Ma mémoire ne me permet plus de classer tous les hommes du village dans leurs « Assir » respectifs. Ainsi, je ne sais plus dans quel « Assir » je dois classer des personnes de premier plan telles que Mohameden Ould Mohamed Baba surnommé Esseyyed… C’était un homme charismatique dont j’entendais souvent mon entourage louer la générosité et le sens de l’honneur.
Je ne sais plus également où classer les frères Ahmed et Abdellahi, fils de Hamden, les grands marabouts qui avaient une autorité  certaine sur le monde des serpents et les scorpions.

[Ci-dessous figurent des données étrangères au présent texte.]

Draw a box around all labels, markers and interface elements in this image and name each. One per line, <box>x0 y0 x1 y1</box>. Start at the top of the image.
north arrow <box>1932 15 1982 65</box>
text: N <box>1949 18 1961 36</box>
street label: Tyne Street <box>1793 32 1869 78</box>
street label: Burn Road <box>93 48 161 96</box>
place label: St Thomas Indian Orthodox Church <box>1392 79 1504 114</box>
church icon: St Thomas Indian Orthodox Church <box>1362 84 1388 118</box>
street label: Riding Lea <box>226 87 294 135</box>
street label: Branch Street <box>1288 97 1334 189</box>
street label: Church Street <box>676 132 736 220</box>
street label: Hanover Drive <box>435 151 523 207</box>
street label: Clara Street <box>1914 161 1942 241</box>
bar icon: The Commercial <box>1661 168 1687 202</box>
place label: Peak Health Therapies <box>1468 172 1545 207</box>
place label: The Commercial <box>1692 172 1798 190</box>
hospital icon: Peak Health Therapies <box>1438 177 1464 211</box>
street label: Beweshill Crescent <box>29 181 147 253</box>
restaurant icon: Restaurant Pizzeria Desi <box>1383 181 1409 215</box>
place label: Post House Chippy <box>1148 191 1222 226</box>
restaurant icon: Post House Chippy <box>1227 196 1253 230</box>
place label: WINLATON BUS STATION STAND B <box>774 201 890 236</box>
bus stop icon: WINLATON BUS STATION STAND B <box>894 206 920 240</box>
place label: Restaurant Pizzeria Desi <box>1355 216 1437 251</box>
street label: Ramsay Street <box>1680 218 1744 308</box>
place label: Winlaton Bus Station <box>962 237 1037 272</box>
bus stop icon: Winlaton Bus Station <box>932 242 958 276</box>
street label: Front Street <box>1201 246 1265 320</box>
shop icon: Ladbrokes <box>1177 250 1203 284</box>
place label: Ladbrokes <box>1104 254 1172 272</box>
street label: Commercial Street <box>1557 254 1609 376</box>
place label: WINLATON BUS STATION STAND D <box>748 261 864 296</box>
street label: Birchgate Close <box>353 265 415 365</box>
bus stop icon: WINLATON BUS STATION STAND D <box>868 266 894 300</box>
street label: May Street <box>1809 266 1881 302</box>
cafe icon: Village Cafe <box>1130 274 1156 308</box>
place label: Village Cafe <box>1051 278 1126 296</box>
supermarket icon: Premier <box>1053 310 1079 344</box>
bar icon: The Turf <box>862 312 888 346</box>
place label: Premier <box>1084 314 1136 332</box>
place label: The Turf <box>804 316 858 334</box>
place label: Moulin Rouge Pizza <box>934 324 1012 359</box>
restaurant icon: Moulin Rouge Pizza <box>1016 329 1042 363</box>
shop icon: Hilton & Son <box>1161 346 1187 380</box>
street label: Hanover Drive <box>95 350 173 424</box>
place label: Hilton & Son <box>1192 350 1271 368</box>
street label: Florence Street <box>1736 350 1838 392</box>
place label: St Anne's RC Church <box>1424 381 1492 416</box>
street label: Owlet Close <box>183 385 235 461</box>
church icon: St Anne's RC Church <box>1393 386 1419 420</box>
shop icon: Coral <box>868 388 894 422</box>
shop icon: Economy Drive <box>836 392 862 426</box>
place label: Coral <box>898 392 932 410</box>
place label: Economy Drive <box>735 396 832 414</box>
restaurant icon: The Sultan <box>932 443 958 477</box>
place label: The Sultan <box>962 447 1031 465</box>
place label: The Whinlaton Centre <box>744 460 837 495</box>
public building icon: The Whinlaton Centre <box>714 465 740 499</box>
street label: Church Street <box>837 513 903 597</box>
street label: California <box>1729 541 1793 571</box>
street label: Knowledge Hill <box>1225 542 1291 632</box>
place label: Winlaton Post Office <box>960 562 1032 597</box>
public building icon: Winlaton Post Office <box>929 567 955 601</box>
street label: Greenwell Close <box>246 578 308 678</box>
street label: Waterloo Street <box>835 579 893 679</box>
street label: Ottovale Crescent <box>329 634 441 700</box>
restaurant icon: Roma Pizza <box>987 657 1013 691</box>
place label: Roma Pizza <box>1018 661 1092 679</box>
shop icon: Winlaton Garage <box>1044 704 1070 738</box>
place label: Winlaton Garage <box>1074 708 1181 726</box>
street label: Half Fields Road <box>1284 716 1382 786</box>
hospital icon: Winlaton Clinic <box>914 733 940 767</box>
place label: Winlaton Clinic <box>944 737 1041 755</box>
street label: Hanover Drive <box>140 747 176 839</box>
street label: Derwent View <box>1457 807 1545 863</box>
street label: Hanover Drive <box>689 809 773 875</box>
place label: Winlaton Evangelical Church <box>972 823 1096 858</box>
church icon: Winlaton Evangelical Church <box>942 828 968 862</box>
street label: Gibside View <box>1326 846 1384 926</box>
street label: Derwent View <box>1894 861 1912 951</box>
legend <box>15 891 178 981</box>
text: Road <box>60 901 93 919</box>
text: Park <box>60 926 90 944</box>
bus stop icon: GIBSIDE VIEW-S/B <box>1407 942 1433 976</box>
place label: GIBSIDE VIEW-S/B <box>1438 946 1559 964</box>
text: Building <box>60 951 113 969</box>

En effet, les gris-gris qu’ils faisaient contre leurs morsures empoisonnées défiaient toute la science et la médecine modernes. Ce don de Dieu se perpétue de nos jours à travers leur descendance.
Mohamed Fall Bebbaha était déjà député à l’assemblée nationale. Ses jeunes frères Ahmed dit Hmeiditt et Abdou étaient des fonctionnaires de l’Etat. Ils venaient au village pendant les week-ends et les congés.
 L’arrivée de l’un des fils du vénérable cadi était toujours un événement dans la localité où, de partout, accouraient par dizaines les demandeurs de services de tous genres…
L’année scolaire 1963-1964 se passa donc sans problèmes et fut sanctionnée par des résultats satisfaisants. Elle sera ma dernière année scolaire à Boer-Toress.
Désormais, j’allais suivre ma grand’mère à Méderdra où elle venait d’acheter, à 200 000 FCFA, la maison de El Houssein Ould Bilal Djouly.
C’est le commencement d’un autre grand et long paragraphe de ma vie scolaire: le communiqué N° 2…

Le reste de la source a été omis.